Ceph seems to be always related to big block storage outages. This is why I am v...

antongribok · on Aug 17, 2022

Ceph is incredibly stable and resilient.

I've run Ceph at two Fortune 50 companies since 2013 to now, and I've not lost a single production object. We've had outages, yes, but not because of Ceph, it was always something else causing cascading issues.

Today I have a few dozen clusters with over 250 PB total storage, some on hardware with spinning rust that's over 5 years old, and I sleep very well at night. I've been doing storage for a long time, and no other system, open source or enterprise, has given me such a feeling of security in knowing my data is safe.

Any time I read about a big Ceph outage, it's always a bunch of things that should have never been allowed in production, compounded by non-existent monitoring, and poor understanding of how Ceph works.

shrubble · on Aug 17, 2022

Can you talk about the method that Ceph has for determining whether there was bit rot in a system?

My understanding is that you have to run a separate task/process that has Ceph go through its file structures and check it against some checksums. Is it a separate step for you, do you run it at night, etc.?

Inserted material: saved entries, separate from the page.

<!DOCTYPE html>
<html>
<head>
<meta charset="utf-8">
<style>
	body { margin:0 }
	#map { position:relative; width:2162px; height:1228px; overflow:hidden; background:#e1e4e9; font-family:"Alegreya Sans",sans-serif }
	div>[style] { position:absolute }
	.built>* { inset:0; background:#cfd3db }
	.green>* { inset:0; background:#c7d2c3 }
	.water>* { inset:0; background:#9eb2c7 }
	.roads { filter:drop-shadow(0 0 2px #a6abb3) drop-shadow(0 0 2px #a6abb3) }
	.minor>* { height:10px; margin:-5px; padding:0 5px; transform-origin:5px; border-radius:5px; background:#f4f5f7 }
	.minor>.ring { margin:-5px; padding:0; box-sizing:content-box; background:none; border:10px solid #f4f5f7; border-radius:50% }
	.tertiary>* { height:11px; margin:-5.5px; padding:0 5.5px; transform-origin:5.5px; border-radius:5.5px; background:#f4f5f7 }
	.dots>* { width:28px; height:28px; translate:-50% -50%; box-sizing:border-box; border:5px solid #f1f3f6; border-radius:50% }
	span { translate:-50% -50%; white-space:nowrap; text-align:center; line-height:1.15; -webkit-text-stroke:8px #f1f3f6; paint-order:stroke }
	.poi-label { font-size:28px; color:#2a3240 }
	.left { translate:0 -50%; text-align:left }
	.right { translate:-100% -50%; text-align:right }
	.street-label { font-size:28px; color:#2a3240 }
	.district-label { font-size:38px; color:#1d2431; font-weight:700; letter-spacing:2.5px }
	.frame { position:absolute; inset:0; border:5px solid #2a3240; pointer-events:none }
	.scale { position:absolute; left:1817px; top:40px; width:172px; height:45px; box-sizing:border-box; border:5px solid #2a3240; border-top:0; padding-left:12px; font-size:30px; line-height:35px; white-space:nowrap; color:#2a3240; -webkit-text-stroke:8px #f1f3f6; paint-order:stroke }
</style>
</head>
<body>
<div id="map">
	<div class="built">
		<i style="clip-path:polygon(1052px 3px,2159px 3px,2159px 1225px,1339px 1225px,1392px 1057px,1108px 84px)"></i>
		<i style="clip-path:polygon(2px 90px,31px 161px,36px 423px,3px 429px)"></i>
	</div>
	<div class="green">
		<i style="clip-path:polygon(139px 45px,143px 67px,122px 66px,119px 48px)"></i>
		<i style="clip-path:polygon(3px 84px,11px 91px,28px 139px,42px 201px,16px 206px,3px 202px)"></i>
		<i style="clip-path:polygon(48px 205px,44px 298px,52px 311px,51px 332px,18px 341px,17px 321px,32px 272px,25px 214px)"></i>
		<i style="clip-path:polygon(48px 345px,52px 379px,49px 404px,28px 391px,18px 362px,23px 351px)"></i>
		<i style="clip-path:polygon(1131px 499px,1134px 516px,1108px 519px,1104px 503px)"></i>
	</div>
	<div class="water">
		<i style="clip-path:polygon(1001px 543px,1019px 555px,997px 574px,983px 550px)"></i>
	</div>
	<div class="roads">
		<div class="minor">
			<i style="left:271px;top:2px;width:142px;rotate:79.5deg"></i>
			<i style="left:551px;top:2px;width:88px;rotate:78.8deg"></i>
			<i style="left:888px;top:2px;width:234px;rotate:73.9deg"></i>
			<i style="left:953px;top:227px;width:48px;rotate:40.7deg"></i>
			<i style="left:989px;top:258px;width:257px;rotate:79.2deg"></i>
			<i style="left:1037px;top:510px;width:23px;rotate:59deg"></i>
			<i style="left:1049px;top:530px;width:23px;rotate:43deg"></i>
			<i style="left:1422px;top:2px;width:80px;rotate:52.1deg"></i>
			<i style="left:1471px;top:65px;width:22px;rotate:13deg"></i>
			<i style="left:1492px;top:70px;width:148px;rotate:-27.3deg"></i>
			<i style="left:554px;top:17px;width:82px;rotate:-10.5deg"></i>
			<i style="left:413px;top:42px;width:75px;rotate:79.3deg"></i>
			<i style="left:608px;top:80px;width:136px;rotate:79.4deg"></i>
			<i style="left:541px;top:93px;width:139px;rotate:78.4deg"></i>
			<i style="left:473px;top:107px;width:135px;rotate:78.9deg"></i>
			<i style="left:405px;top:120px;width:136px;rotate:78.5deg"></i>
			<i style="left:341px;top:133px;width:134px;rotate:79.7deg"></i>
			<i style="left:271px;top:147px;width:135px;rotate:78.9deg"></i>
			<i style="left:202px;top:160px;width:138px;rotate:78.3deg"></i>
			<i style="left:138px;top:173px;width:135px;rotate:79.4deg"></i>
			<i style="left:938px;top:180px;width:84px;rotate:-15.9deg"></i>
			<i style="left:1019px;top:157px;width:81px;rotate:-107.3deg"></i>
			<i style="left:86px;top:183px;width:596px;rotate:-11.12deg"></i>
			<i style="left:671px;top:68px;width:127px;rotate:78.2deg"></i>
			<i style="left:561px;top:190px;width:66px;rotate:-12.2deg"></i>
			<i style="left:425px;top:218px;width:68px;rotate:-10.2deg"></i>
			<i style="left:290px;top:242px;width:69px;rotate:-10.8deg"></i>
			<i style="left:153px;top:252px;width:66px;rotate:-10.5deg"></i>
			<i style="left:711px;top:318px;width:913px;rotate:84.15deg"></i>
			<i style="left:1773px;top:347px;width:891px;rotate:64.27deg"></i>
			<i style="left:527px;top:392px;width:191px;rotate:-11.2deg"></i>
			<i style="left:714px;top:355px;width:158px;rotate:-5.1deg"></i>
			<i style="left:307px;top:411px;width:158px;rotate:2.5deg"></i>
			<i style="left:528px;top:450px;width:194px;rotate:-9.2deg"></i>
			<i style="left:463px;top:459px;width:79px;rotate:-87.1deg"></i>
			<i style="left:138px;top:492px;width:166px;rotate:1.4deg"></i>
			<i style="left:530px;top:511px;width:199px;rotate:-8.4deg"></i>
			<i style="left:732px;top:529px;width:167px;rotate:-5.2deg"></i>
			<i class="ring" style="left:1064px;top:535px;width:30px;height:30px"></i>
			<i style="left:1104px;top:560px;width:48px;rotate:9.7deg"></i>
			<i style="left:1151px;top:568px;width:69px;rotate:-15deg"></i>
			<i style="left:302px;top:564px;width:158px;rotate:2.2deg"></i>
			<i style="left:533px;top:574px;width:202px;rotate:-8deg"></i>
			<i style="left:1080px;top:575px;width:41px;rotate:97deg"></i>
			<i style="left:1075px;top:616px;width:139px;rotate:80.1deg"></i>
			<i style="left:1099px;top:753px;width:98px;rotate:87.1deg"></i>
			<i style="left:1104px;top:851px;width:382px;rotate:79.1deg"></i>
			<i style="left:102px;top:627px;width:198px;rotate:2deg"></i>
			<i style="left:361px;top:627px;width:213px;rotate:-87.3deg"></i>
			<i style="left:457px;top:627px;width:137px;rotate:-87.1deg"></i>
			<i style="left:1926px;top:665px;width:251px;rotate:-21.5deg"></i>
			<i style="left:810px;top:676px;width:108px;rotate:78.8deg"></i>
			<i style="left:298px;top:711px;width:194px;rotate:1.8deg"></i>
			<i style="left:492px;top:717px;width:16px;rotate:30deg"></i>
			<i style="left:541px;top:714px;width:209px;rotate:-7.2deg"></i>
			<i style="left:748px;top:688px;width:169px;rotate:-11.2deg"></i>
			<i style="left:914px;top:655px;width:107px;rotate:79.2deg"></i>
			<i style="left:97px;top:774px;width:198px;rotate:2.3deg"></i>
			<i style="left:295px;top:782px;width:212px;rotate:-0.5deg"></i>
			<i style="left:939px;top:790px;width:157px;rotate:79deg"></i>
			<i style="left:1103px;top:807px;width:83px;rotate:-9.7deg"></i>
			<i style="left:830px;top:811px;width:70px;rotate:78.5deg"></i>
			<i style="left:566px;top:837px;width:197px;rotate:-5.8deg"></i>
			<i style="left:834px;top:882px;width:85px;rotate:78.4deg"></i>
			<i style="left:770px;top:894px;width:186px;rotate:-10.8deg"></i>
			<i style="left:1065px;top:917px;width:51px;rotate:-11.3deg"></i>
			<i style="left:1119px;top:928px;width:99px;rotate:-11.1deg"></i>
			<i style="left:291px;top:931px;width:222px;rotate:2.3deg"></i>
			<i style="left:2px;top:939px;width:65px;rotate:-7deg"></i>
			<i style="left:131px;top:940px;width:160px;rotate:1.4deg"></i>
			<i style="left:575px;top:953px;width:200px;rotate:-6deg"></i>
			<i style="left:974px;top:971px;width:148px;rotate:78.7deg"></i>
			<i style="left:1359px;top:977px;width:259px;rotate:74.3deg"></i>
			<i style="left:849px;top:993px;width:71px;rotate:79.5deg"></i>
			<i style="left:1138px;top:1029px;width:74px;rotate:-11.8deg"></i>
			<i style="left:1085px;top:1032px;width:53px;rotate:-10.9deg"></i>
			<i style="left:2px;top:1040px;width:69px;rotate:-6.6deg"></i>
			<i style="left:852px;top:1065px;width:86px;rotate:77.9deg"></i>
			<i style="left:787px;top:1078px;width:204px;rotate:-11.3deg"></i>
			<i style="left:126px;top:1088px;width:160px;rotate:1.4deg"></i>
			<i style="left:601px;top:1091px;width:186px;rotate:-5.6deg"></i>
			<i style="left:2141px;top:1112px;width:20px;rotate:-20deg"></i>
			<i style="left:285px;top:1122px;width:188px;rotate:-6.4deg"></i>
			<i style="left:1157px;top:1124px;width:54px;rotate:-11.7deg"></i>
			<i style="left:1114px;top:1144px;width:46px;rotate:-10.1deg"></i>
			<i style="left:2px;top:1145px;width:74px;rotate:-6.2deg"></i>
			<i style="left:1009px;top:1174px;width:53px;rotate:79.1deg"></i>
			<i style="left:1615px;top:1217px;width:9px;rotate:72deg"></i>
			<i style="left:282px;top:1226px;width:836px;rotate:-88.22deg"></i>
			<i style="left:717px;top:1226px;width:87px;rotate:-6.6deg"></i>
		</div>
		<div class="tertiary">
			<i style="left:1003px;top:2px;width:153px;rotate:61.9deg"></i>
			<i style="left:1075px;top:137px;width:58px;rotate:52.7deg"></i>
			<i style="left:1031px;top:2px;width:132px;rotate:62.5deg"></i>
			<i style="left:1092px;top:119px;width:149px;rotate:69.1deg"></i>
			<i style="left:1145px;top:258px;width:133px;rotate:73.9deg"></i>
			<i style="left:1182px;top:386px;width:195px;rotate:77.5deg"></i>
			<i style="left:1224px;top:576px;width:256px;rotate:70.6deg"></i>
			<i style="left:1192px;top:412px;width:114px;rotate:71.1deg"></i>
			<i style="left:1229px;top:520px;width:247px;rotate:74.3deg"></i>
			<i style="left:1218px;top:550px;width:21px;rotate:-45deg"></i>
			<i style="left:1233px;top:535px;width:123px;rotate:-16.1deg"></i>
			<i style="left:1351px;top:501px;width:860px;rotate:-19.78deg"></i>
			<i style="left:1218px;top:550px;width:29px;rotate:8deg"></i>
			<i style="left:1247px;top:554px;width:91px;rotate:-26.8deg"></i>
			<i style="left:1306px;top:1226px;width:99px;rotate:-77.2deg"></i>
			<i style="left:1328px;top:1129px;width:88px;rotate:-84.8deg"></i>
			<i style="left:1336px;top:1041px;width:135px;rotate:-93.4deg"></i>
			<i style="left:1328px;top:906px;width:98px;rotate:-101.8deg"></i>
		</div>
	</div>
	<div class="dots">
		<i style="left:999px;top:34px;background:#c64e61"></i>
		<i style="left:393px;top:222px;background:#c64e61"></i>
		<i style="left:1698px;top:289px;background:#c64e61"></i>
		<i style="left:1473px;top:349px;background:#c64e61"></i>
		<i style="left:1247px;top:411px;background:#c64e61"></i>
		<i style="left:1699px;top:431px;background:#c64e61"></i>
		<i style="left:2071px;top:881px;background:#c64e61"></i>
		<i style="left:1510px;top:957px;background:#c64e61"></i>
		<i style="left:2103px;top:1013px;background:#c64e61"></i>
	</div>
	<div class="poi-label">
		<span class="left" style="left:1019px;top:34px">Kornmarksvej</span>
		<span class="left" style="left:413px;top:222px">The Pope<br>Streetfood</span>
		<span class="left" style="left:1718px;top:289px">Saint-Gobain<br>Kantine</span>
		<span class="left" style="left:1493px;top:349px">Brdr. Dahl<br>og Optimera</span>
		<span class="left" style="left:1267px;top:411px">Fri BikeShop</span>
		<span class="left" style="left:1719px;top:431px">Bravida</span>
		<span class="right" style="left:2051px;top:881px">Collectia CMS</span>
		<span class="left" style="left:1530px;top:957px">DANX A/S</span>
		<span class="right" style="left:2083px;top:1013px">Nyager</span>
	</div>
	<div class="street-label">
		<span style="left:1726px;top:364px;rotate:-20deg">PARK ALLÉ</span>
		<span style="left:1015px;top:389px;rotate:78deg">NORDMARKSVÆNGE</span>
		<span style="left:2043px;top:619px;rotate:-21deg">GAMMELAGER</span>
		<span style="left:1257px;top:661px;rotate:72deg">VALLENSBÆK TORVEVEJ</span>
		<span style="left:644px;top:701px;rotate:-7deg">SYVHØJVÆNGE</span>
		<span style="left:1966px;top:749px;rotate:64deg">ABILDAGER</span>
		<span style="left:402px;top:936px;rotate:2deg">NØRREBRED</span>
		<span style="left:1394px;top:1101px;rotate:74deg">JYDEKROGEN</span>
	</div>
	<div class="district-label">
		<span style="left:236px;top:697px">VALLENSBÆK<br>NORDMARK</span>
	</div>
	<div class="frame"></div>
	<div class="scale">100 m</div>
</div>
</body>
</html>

teraflop · on Aug 17, 2022

Just to add to the other comment: Ceph checksums data and metadata on every read/write operation. So even if you completely disable scrubbing, if data on a disk becomes corrupted, the OSD will detect it and the client will transparently fail over to another replica, rather than seeing bad data or an I/O error.

Scrubbing is only necessary to proactively detect bad sectors or silent corruption on infrequently-accessed data, so that you can replace the drive early without losing redundancy.

lathiat · on Aug 17, 2022

That’s called ceph scrub & deep-scrub.

By default it “scrubs” basic metadata daily and does a deep scrub where it fully reads the object and confirms the checksum is correct from all 3 replicas weekly for all of the data in the cluster.

It’s automatic and enabled by default.

shrubble · on Aug 17, 2022

So what amount of disk bandwidth/usage is involved?

For instance, say that I have 30TB of disk space used and it is across 3 replicas , thus 3 systems.

When I kick off the deep scrub operation, what amiunt of reads will happen on each system? Just the smaller amount of metadata or the actual full size of the files themselves?

teraflop · on Aug 17, 2022

In Ceph, objects are organized into placement groups (PGs), and a scrub is performed on one PG at a time, operating on all replicas of that PG.

For a normal scrub, only the metadata (essentially, the list of stored objects) is compared, so the amount of data read is very small. For a deep scrub, each replica reads and verifies the contents of all its data, and compares the hashes with its peers. So a deep scrub of all PGs ends up reading the entire contents of every disk. (Depending on what you mean by "disk space used", that could be 30TB, or 30TBx3.)

The deep scrub frequency is configurable, so e.g. if each disk is fast enough to sequentially read its entire contents in 24 hours, and you choose to deep-scrub every 30 days, you're devoting 1/30th of your total IOPS to scrubbing.

Note that "3 replicas" is not necessarily the same as "3 systems". The normal way to use Ceph is that if you set a replication factor of 3, each PG has 3 replicas that are chosen from your pool of disks/servers; a cluster with N replicas and N servers is just a special case of this (with more limited fault-tolerance). In a typical cluster, any given scrub operation only touches a small fraction of the disks at a time.

imsofuture · on Aug 18, 2022

Not to be too glib, but "a bunch of things that should have never been allowed in production, compounded by non-existent monitoring, and poor understanding of how <thing> works" is the cause of most outages.